Ce faisant, nos plumitifs
révisionnistes passent soigneusement sous silence
deux traits particulièrement importants de cette
période. Lorsque Lénine de retour à
Pétrograd, le 3 avril, évoque la
possibilité du développement pacifique, ce
sont des ouvriers en armes et des soldats, souvent
déserteurs avec armes et bagages, du front de la
guerre impérialiste, qui sont rassemblés
dans les soviets, fermés en février dans la
capitale et dans de nombreuses autres localités.
En effet, les affrontements de février qui ont
conduit à l'abdication du tsar avaient souvent
pris le caractère d'affrontements armés ;
les ouvriers s'étaient emparés de
nombreuses armes des unités de la police ou de
l'armée, et une fois les affrontements
terminés, ils les avaient conservées en
s'opposant par la suite, avec fermeté a tout
désarmement ; dans les grandes concentrations
ouvrières, était née ainsi, la garde
rouge. Quant à l'armée, une grande partie
de ses unités envoyées contre les
soulèvements ouvriers avec des dizaines de
milliers d'hommes avaient mis la crosse en l'air et
étaient passés du côté du
prolétariat. Les Soviets ainsi constitués,
alors que subsiste parallèlement le gouvernement
provisoire de la bourgeoisie et des grands
propriétaires fonciers, Lénine va les
définir par cette formule : "la dictature
révolutionnaire du prolétariat et de la
paysannerie". Lorsque les révisionnistes
citent Lénine, parlant dans leur ouvrage du
"maximum de possibilités légales"
existant pour la lutte des prolétaires au
lendemain de février ils "oublient"
seulement de signaler que ces "possibilités
légales" peuvent permettre de mener à terme
pacifiquement, le processus révolutionnaire, ne
sont pas de simples droits octroyés par le
gouvernement provisoire, ils sont avant tout une
réalité imposée par les Soviets,
véritable gouvernement exercé par la classe
ouvrière et ses alliés et c'est bien dans
ce contexte précis et dans aucun autre qu'est
envisagé par les bolcheviks, le passage pacifique.
Lorsque les auteurs du livre "Les communistes et
l'Etat", citent encore cette affirmation de
Lénine : "Le passage de tout le pouvoir aux
mains de la majorité véritable du peuple,
c'est-à-dire des ouvriers et des paysans pauvres,
ne peut nulle part s'effectuer aussi facilement et aussi
pacifiquement qu'en Russie" (La conférence de
Pétrograd ville du P.O.S.D (b)R).
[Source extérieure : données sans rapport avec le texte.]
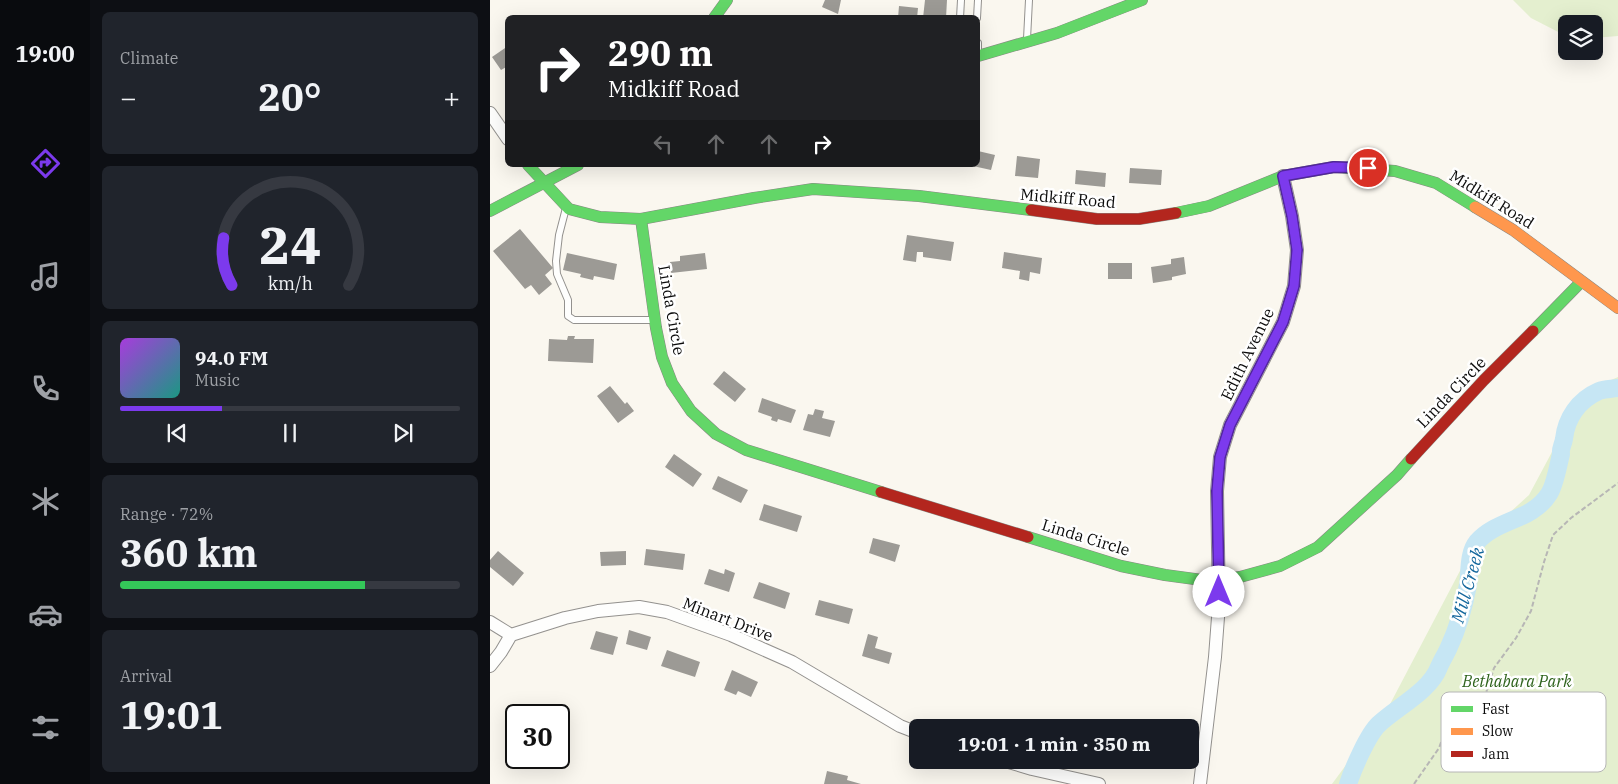 <!DOCTYPE html>
<meta charset="utf-8">
<style>
:root{--surface:#171b24;--page:#20242c;--text:#f1f3f6;--muted:#9ea1a6;--line:#363941;--accent:#7c3aed}
body{margin:0;font-family:"IBM Plex Serif",serif;background:var(--page);color:var(--text);height:100vh;display:flex;flex-direction:column;font-size:19px;white-space:nowrap}
*{box-sizing:border-box;margin:0}
p{font-size:16px;color:var(--muted)}
.icon{flex:none;width:28px;height:28px;fill:none;stroke:currentColor;stroke-width:2;stroke-linecap:round;stroke-linejoin:round}
.map{position:relative;flex:1;overflow:hidden}
.side{display:flex;flex-direction:column;gap:12px;padding:12px;background:#0d0f14;width:400px}
.side>*{flex:none}
.top-card{position:absolute;left:15px;top:15px;width:475px;height:152px;border-radius:8px;box-shadow:0 5px 20px #0002;background:#202124;color:#fff;overflow:hidden}
.controls{position:absolute;left:1068px;top:15px;display:grid;gap:10px}
.controls a{display:grid;place-items:center;width:45px;height:45px;border-radius:8px;background:var(--surface);box-shadow:0 5px 20px #0002;font-size:25px}
.speed{position:absolute;left:15px;top:704px;display:flex;gap:10px;font-size:25px;font-weight:700;text-align:center}
.speed>*{display:grid;place-content:center;width:65px;height:65px;border-radius:50%;background:var(--surface);box-shadow:0 5px 20px #0002;line-height:1}
.speed .limit{border:2px solid #111;border-radius:8px;background:#fff;color:#111}
.pin{position:absolute;display:grid;place-items:center;width:42px;height:42px;color:#fff;margin:-21px;border:2px solid #fff;border-radius:50%;box-shadow:0 1px 5px #0007}
.me{position:absolute;width:55px;margin:-28px;rotate:0deg;stroke-linejoin:round;filter:drop-shadow(0 0 4px #0008)}
.turn{display:flex;align-items:center;gap:18px;height:105px;padding:0 20px;font-size:22px}
.turn .icon{width:65px;height:65px;stroke-width:2.5}
.turn b{display:block;font-size:35px;line-height:42px}
.lanes{display:flex;align-items:center;height:48px;padding:0 20px;background:#0003;justify-content:center;gap:25px;direction:ltr}
.lanes .off{opacity:.35}
.big{font-size:38px;font-weight:700;line-height:1.1}
.side .widget{flex:1;display:flex;flex-direction:column;justify-content:center;gap:8px;min-width:0;padding:0 18px;border-radius:8px;background:var(--page)}
.side .dial{align-items:center;gap:0}
.dial svg{height:130px;overflow:visible;fill:none;stroke:var(--line);stroke-width:7;stroke-linecap:round;text-anchor:middle}
.dial text{fill:var(--text);stroke:none}
.song{display:flex;align-items:center;gap:15px}
.cover{width:60px;height:60px;border-radius:8px;background:linear-gradient(135deg,hsl(280 70% 55%),hsl(170 70% 35%))}
.played{height:5px;border-radius:2px;background:linear-gradient(90deg,var(--accent) 30%,var(--line) 30%)}
.keys{display:flex;justify-content:space-around;direction:ltr}
.heat{display:flex;justify-content:space-between;align-items:center;font-size:28px;direction:ltr}
.charge{height:8px;border-radius:4px;background:linear-gradient(90deg,#34c759 72%,var(--line) 0)}
.trip{position:absolute;left:419px;top:719px;width:290px;height:50px;border-radius:8px;background:var(--surface);box-shadow:0 5px 20px #0002;font-weight:700;line-height:50px;text-align:center}
main{display:flex;flex:1;min-height:0}
.tab-bar{display:flex;flex-direction:column;width:90px;justify-content:space-around;align-items:center;background:#090b0e;color:var(--muted)}
.tab-bar .icon{width:35px;height:35px}
.tab-bar .selected{color:var(--accent)}
.tab-bar b{font-size:22px;color:var(--text)}
.map>svg:first-child{display:block}
.green{fill:#e4efcf}
.lines{fill:none;stroke-linecap:round;stroke-linejoin:round}
.river{stroke:#c6e6f4;stroke-width:18}
.building{fill:#9c9a95}
.lane-casing{stroke:#93918e;stroke-width:8}
.street-casing{stroke:#93918e;stroke-width:14}
.fast-casing{stroke:#898884;stroke-width:12}
.slow-casing{stroke:#898884;stroke-width:12}
.jam-casing{stroke:#898884;stroke-width:12}
.path{stroke:#b7b6b5;stroke-width:2;stroke-dasharray:5 2.5;stroke-linecap:butt}
.lane{stroke:#fefefd;stroke-width:6}
.street{stroke:#fefefd;stroke-width:12}
.fast{stroke:#63d668;stroke-width:11}
.slow{stroke:#ff974d;stroke-width:11}
.jam{stroke:#b3261e;stroke-width:11}
.route-casing{stroke:#51269a;stroke-width:12}
.route{stroke:#7c3aed;stroke-width:9}
.labels{text-anchor:middle;stroke-width:5;stroke-linejoin:round;paint-order:stroke}
.street-label{font-size:16px;fill:#0b0b0b;stroke:#fff}
.park-label{font-size:16px;font-style:italic;fill:#2e631c;stroke:#fff}
.water-label{font-size:18px;font-style:italic;fill:#15689d;stroke:#fff}
.key{fill:#fff;stroke:#b6b6b6;stroke-width:1}
.key-label{font-size:14px;fill:#0b0b0b}
</style>
<main>
<nav class="tab-bar">
<b>19:00</b>
<svg class="icon selected" aria-label="directions" viewBox="0 0 24 24"><path d="M12 3l9 9-9 9-9-9zM9 14v-3h6M13 9l2 2-2 2"/></svg>
<svg class="icon" aria-label="music" viewBox="0 0 24 24"><path d="M9 18V5l10-2v13"/><circle cx="6" cy="18" r="3"/><circle cx="16" cy="16" r="3"/></svg>
<svg class="icon" aria-label="phone" viewBox="0 0 24 24"><path d="M5 4h4l2 5-3 2q2 4 5 5l2-3 5 2v4C11 20 4 13 5 4z"/></svg>
<svg class="icon" aria-label="climate" viewBox="0 0 24 24"><path d="M12 3v18M4 7l16 10M4 17L20 7"/></svg>
<svg class="icon" aria-label="car" viewBox="0 0 24 24"><path d="M5 17H2v-5l4-1 3-4h7l3 4 3 1v5h-3M9 17h6M6 11h13"/><circle cx="7" cy="17" r="2"/><circle cx="17" cy="17" r="2"/></svg>
<svg class="icon" aria-label="filters" viewBox="0 0 24 24"><path d="M4 7h16M4 17h16"/><circle cx="9" cy="7" r="2"/><circle cx="15" cy="17" r="2"/></svg>
</nav>
<section class="side">
<div class="widget"><p>Climate</p>
<div class="heat"><a>−</a><b class="big">20°</b><a>+</a></div>
</div>
<div class="widget dial"><svg viewBox="0 0 100 80">
<path d="M14 69A42 42 0 1 1 86 69"/>
<path d="M14 69A42 42 0 0 1 9 40" stroke="#7c3aed"/>
<text x="50" y="56" font-size="32" font-weight="700">24</text>
<text x="50" y="72" font-size="11">km/h</text>
</svg></div>
<div class="widget">
<div class="song"><i class="cover"></i><div><b>94.0 FM</b><p>Music</p></div></div>
<div class="played"></div>
<div class="keys"><svg class="icon" aria-label="previous" viewBox="0 0 24 24"><path d="M18 5L8 12l10 7zM5 5v14"/></svg><svg class="icon" aria-label="pause" viewBox="0 0 24 24"><path d="M8 5v14M16 5v14"/></svg><svg class="icon" aria-label="next" viewBox="0 0 24 24"><path d="M6 5l10 7-10 7zM19 5v14"/></svg></div>
</div>
<div class="widget"><p>Range · 72%</p><b class="big">360 km</b><div class="charge"></div></div>
<div class="widget"><p>Arrival</p><b class="big">19:01</b></div>
</section>
<div class="map">
<svg width="1128" height="784" viewBox="0 0 1128 784">
<rect width="100%" height="100%" fill="#faf7ef"/>
<path class="green" d="M1023,0H1128V36L1104,38V24H1076V36L1041,18Z
M1128,377V784H842L898,708L983,546L1039,495L1094,392Z"/>
<g class="lines">
<path class="river" d="M858,784C863,769 878,734 889,724C907,707 940,691 949,667C952,660 956,654 959,647C968,628 974,606 978,585C980,572 978,553 987,542C1007,519 1042,521 1059,494C1065,485 1068,466 1071,454C1070,449 1073,445 1074,439C1076,419 1088,400 1109,391C1114,389 1122,389 1128,388"/>
</g>
<path class="building" d="M335,0H351L348,14L332,7Z
M435,0H457L456,18H433Z
M409,6L428,8L427,18H408Z
M18,46V66L11,70L2,57Z
M488,151L505,155L501,170L483,166L488,165Z
M527,156L550,159L548,178L525,176Z
M640,168L672,170L671,185L639,183Z
M586,170L616,173L615,187L585,184Z
M30,229L63,268L55,275L62,284L49,295L41,285L35,289L3,251Z
M417,235L464,242L461,261L433,257V252H427L426,262L413,260Z
M514,252L552,258L550,274L540,272L539,281L529,279L530,271L512,268Z
M77,253L127,264L124,280L104,276L103,280L90,277L91,274L73,270Z
M215,253L217,269L181,273L180,262L190,261V256Z
M694,257L696,274L682,277V280L663,283L661,267L681,264V259Z
M618,263H642V279H618Z
M78,336H85L84,339H104L103,363L58,361L59,339L77,340Z
M234,371L256,389L245,402L223,384Z
M120,386L135,404L137,402L144,411L128,423L107,396Z
M272,398L306,410L301,423L288,419L287,422L281,420L282,417L268,412Z
M325,409L334,411L332,418L345,421L340,437L313,430L318,414L323,415Z
M184,454L212,474L203,487L175,467Z
M228,476L258,490L251,503L222,489Z
M274,504L312,516L307,532L269,520Z
M383,538L410,545L405,562L379,553Z
M156,549L195,554L193,570L154,565Z
M8,551L34,573L23,586L0,567V560Z
M136,551V565L111,566L110,552Z
M219,569L234,574L235,569L245,573L239,592L214,584Z
M269,582L300,593L295,609L263,598Z
M329,600L363,609L359,624L325,615Z
M139,630L161,637L157,650L136,644Z
M106,631L128,637L123,655L100,649Z
M378,634L388,637L385,648L402,653L399,664L372,656Z
M177,650L210,662L205,677L171,666Z
M242,670L268,682L261,697L248,691L246,695L234,690Z
M337,771L358,776L357,780L371,784H334Z"/>
<g class="lines">
<g class="lane-casing">
<path id="lane" d="M470,18L471,0
M487,18L488,0
M537,39L539,0
M488,43V55
M76,208L69,235L66,261L67,274L78,300V316L84,320H165"/>
</g>
<g class="street-casing">
<path id="street" d="M0,113L18,139
M0,622L21,635
M21,635L75,618L108,611L149,607L177,612L241,635L302,662L410,726L428,733
M0,666L11,652L21,635
M512,760L542,769L609,784
M710,784L725,657L729,604L727,491L730,457L740,425L793,322L804,286L807,250L802,216L793,176"/>
</g>
<g class="fast-casing">
<path id="fast" d="M224,18L237,0
M488,56L567,33L652,0
M38,165L79,209L110,217L151,219L264,198L323,189L429,196L541,210
M0,211L88,165
M686,213L719,206L793,176L844,167L905,171L946,183L985,207
M151,219L166,328L172,357L182,383L201,411L226,434L256,450L391,492
M1043,331L1091,282
M538,537L631,566L675,575L712,580H729L750,577L790,566L828,547L907,475L921,459"/>
</g>
<g class="slow-casing">
<path id="slow" d="M985,207L1023,230L1128,308"/>
</g>
<g class="jam-casing">
<path id="jam" d="M541,210L607,219H649L686,213
M921,459L994,380L1043,331
M391,492L538,537"/>
</g>
<path class="path" d="M924,784L949,748L956,729L978,714L995,696L1004,668L1026,638L1041,611L1054,562L1063,535L1081,518L1128,483"/>
<use href="#lane" class="lane"/>
<use href="#street" class="street"/>
<use href="#fast" class="fast"/>
<use href="#slow" class="slow"/>
<use href="#jam" class="jam"/>
</g>
<g class="lines">
<g class="route-casing">
<path id="route" d="M729,592L727,491L730,457L740,425L793,322L804,286L807,250L802,216L793,176L844,167L878,168"/>
</g>
<use href="#route" class="route"/>
</g>
<g class="labels">
<g class="street-label">
<text transform="translate(578 198) rotate(5)" y="6">Midkiff Road</text>
<text transform="translate(1002 199) rotate(32)" y="6">Midkiff Road</text>
<text transform="translate(182 310) rotate(80)" y="6">Linda Circle</text>
<text transform="translate(757 354) rotate(-64)" y="6">Edith Avenue</text>
<text transform="translate(961 392) rotate(-46)" y="6">Linda Circle</text>
<text transform="translate(596 537) rotate(17)" y="6">Linda Circle</text>
<text transform="translate(238 619) rotate(21)" y="6">Minart Drive</text>
</g>
<g class="park-label">
<text x="1027" y="687">Bethabara Park</text>
</g>
<g class="water-label">
<text transform="translate(978 585) rotate(-74)" y="6">Mill Creek</text>
</g>
</g>
<rect x="951" y="692" width="165" height="80" rx="8" class="key"/>
<rect x="961" y="706" width="22" height="6" fill="#63d668"/>
<rect x="961" y="728" width="22" height="7" fill="#ff974d"/>
<rect x="961" y="751" width="22" height="6" fill="#b3261e"/>
<g class="key-label">
<text x="992" y="714">Fast</text>
<text x="992" y="736">Slow</text>
<text x="992" y="759">Jam</text>
</g>
</svg>
<div class="controls">
<a><svg class="icon" aria-label="layers" viewBox="0 0 24 24"><path d="M12 4l9 5-9 5-9-5zM3 14l9 5 9-5"/></svg></a>
</div>
<div class="speed"><div class="limit">30</div></div>
<div class="pin" style="left:878px;top:168px;background:#d93025"><svg class="icon" aria-label="arrive" viewBox="0 0 24 24"><path d="M6 21V4h12l-3 4 3 4H6"/></svg></div>
<svg class="me" style="left:729px;top:592px" viewBox="-20 -20 40 40"><circle r="19" fill="#fff"/><path d="M0-13L10 11 0 6-10 11z" fill="#7c3aed"/></svg>
<div class="trip">19:01 · 1 min · 350 m</div>
<div class="top-card">
<div class="turn"><svg class="icon" aria-label="right" viewBox="0 0 24 24"><path d="M7 20v-9h11M14 6l5 5-5 5"/></svg><div><b>290 m</b>Midkiff Road</div></div>
<div class="lanes"><svg class="icon off" aria-label="left" viewBox="0 0 24 24"><path d="M17 20v-9H6M10 6l-5 5 5 5"/></svg><svg class="icon off" aria-label="ahead" viewBox="0 0 24 24"><path d="M12 20V5M6 11l6-6 6 6"/></svg><svg class="icon off" aria-label="ahead" viewBox="0 0 24 24"><path d="M12 20V5M6 11l6-6 6 6"/></svg><svg class="icon" aria-label="right" viewBox="0 0 24 24"><path d="M7 20v-9h11M14 6l5 5-5 5"/></svg></div>
</div>
</div>
</main>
Ils se gardent
bien de signaler que pour Lénine cet état
de chose n'est que la conséquence de l'existence,
sous la forme des Soviets d'un "pouvoir direct
exercé par les ouvriers organisés et
armés, dictature des ouvriers et des paysans. Il
ne faut pas oublier, rappelle Lénine, que
le pouvoir réel, à Pétrograd,
appartient aux ouvriers et aux soldats ". ("Lettres
sur la tactique" 26 avril 1917).
Une constatation faite par Lénine
le 3 mai 1917 éclaire assez sur la situation de
cette période : à Kanavine, dans la
province de Nijni-Novgorod, les 30 000 ouvriers de 16
usines viennent d'imposer ni plus ni moins que
l'administration des entreprises finance leur milice :
"une mesure, dit Lénine, d'une
portée immense, formidable, décisive, tant
en pratique qu'en principe".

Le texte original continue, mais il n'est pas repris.